Feature/batched quda deflation #76

leonhostetler · 2024-12-22T14:41:15Z

This pull request implements QUDA deflation for ks_spectrum with support for multiple right-hand sides. Previously, MILC deflation was done on CPU.

Key points:

To use all of the features, ks_spectrum must be compiled with WANT_QUDA, WANT_FN_CG_GPU, and WANT_EIG_GPU all true
QUDA deflation is implemented for UML, CG, and CGZ, for single and multiple right-hand sides but will only apply to the even parity solves
Eigenvector files are loaded and saved directly by QUDA--MILC's corresponding functions are bypassed
Using fresh_ks_eigen with ks_spectrum will trigger QUDA's eigensolve internally. MILC's eigensolve functions are bypassed
This functionality depends on changes made from the QUDA side as well. Until those are merged into QUDA develop, you can use the leonhostetler/milc_batched_deflation branch of https://github.com/leonhostetler/quda.git

More details:

Using ks_spectrum with fresh_ks_eigen is now working. So there is no longer a need to do a two-part process where the eigenvectors are generated using QUDA's standalone eigensolver and then using MILC's ks_spectrum to load the eigenvectors and do the deflation. The ks_spectrum application can now handle both the eigensolve and CG solves in the same run.

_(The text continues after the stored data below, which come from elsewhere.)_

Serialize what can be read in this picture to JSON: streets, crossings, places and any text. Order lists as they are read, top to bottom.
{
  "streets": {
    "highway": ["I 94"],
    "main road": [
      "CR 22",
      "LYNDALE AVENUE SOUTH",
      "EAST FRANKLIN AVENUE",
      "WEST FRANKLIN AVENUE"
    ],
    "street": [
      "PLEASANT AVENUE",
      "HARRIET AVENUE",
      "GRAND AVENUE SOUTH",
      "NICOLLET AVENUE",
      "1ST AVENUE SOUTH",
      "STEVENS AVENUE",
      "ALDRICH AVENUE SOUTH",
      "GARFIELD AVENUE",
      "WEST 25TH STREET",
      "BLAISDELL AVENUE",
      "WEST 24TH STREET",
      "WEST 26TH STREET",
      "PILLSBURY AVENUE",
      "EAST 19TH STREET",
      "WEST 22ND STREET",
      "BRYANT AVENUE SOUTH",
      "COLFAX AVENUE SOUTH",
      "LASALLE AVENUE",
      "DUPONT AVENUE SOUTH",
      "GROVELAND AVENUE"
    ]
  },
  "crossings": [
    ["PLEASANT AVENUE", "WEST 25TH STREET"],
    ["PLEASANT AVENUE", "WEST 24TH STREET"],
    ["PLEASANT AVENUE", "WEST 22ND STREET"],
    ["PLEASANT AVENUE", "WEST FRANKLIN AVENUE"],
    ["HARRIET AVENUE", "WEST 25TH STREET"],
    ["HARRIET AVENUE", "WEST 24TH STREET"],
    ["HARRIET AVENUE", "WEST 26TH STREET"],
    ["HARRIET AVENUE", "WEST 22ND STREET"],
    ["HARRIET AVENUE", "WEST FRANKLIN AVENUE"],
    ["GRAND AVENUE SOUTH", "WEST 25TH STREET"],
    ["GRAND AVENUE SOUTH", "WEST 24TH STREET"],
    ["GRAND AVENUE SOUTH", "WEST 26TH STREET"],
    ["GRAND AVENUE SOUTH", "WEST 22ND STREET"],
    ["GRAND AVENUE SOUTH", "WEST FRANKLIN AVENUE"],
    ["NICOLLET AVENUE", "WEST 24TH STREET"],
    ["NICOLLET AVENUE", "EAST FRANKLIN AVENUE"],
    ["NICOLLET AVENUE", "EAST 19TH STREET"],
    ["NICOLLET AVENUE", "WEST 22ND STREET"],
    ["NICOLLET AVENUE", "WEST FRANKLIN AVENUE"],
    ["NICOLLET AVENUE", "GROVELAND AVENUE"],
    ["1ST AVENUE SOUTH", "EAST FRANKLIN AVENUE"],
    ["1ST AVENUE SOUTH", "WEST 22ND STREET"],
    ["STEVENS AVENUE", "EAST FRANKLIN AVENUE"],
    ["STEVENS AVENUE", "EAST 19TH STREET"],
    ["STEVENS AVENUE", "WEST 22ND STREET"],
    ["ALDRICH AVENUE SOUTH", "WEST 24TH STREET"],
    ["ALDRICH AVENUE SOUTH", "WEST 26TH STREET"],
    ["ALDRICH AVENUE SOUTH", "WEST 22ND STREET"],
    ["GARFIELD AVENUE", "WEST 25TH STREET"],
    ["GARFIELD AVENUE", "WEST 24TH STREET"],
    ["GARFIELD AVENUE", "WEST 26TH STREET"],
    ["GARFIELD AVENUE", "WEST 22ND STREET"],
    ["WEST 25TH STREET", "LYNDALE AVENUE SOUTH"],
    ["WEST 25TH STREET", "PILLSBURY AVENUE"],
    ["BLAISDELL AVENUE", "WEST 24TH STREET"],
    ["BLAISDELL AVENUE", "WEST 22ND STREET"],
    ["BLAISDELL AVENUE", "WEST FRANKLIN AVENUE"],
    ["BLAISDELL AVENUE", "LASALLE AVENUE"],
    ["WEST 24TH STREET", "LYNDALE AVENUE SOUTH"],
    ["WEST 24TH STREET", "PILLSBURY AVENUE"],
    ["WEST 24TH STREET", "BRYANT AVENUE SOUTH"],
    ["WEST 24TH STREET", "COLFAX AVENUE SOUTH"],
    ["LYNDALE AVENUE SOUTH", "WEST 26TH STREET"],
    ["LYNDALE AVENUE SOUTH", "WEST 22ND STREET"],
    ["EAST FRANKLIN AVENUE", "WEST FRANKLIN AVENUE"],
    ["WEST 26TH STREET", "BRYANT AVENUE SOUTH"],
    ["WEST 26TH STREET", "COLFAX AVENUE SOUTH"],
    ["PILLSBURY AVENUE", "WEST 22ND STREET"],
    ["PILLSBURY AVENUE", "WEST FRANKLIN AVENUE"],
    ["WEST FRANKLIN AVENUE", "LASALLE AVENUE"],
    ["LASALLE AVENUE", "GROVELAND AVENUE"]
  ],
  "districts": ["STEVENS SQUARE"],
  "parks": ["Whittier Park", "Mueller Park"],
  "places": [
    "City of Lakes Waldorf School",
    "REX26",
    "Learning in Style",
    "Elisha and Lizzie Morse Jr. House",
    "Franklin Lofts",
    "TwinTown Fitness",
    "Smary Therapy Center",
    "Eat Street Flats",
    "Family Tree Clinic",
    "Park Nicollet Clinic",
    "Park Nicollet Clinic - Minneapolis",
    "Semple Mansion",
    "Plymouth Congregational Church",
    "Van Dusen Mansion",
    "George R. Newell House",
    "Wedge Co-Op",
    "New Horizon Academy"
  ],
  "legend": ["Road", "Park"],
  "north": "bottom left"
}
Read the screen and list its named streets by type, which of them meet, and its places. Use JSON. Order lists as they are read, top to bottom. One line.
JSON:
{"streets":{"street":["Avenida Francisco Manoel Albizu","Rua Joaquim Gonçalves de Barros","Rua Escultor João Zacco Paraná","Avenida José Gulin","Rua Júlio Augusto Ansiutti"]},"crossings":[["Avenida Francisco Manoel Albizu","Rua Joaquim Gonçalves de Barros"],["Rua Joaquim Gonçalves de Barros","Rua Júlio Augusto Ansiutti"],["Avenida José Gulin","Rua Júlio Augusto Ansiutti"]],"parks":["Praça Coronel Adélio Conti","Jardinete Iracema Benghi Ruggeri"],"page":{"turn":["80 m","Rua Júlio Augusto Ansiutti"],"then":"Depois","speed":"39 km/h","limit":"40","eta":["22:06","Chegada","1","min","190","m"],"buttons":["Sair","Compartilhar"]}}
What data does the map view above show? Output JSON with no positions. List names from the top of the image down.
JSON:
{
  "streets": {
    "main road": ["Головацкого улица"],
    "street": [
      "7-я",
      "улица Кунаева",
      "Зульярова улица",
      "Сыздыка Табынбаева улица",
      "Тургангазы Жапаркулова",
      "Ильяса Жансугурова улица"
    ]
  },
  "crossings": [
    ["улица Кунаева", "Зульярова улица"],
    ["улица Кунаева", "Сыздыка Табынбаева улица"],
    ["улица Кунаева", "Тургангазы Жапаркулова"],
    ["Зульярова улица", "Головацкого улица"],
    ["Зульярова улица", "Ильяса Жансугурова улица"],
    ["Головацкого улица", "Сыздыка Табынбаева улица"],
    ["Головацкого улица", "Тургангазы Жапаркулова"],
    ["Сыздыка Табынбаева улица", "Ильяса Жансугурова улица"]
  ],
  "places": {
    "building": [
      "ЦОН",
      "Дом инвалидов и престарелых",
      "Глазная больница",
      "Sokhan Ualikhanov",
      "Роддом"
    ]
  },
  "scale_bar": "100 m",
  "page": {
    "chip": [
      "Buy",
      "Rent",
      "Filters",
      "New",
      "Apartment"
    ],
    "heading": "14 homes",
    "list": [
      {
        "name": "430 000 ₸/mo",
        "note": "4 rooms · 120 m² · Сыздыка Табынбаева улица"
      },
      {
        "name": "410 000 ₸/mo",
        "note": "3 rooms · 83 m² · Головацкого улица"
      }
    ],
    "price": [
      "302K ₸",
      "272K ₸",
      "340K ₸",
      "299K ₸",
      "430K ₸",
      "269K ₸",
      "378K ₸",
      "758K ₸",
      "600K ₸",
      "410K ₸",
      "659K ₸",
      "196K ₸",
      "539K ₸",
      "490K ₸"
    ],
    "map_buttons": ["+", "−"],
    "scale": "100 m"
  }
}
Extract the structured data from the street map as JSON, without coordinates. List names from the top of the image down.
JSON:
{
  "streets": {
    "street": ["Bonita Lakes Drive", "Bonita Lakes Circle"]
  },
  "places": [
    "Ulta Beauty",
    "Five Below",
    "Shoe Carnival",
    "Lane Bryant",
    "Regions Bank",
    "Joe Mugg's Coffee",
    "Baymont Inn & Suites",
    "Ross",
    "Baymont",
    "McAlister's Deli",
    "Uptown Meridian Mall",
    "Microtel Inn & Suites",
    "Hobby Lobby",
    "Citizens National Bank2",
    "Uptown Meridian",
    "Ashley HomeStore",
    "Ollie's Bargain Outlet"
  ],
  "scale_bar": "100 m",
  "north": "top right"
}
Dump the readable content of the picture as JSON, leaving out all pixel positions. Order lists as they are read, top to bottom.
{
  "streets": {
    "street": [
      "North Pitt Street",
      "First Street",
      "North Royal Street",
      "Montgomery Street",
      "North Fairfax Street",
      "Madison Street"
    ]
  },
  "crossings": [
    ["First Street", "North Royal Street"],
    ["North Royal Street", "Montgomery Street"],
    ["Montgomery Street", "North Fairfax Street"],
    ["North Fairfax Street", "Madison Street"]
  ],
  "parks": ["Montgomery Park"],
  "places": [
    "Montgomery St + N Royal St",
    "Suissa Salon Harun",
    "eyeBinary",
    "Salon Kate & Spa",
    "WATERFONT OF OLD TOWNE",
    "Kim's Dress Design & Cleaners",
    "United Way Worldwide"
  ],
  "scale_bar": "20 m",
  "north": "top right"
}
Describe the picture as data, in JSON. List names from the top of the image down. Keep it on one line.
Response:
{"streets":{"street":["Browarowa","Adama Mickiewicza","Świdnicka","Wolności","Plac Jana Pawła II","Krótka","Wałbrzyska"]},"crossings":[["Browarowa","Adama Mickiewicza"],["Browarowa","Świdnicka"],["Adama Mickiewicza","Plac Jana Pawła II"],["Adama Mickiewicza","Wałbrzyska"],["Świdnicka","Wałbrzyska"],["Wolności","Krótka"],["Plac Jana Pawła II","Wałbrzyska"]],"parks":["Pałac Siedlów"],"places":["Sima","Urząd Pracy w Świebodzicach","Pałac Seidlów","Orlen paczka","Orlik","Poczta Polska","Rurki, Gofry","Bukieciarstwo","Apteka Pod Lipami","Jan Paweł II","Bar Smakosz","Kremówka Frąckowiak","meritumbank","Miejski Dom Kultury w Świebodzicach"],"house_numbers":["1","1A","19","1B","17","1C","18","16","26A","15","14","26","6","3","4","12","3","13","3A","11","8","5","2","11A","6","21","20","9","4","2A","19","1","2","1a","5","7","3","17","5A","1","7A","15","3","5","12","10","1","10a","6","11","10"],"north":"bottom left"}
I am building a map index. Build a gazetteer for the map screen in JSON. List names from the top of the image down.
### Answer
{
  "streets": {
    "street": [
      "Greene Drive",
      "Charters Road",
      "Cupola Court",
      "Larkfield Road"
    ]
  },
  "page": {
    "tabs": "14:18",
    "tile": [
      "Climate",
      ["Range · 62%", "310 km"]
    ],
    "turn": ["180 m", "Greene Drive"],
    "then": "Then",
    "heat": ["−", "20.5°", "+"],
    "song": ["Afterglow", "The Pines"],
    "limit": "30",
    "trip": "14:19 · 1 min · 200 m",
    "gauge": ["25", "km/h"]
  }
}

This is implemented for UML, CG, and CGZ, however, deflation only occurs for the even parity solves. For UML, where the odd parity solve is just a polishing of the odd solution reconstructed from the even solution, this works well since the odd solve typically requires many fewer iterations. However, for CG and CGZ, this means that only the even half of the problem will be sped up by deflation. If there is a need for odd parity deflation, we'll need to think about how best to implement that in the future.

Note that eigenvector files are loaded and saved from within QUDA--not MILC. This was both the simplest way to interface with the QUDA solver and the way that ensured minimal memory usage. For example, if MILC loaded the eigenvectors and then passed them to QUDA, then the host memory usage would be doubled, and this is not a feasible approach given the size of eigenvectors. This way, MILC only passes the filenames back and forth to QUDA. If e.g. one wants to use non-QUDA eigenvectors with the QUDA deflated solver, then one would need a separate utility to convert the file to QUDA-readable format, save it to disk, and then run ks_spectrum with the QUDA solver.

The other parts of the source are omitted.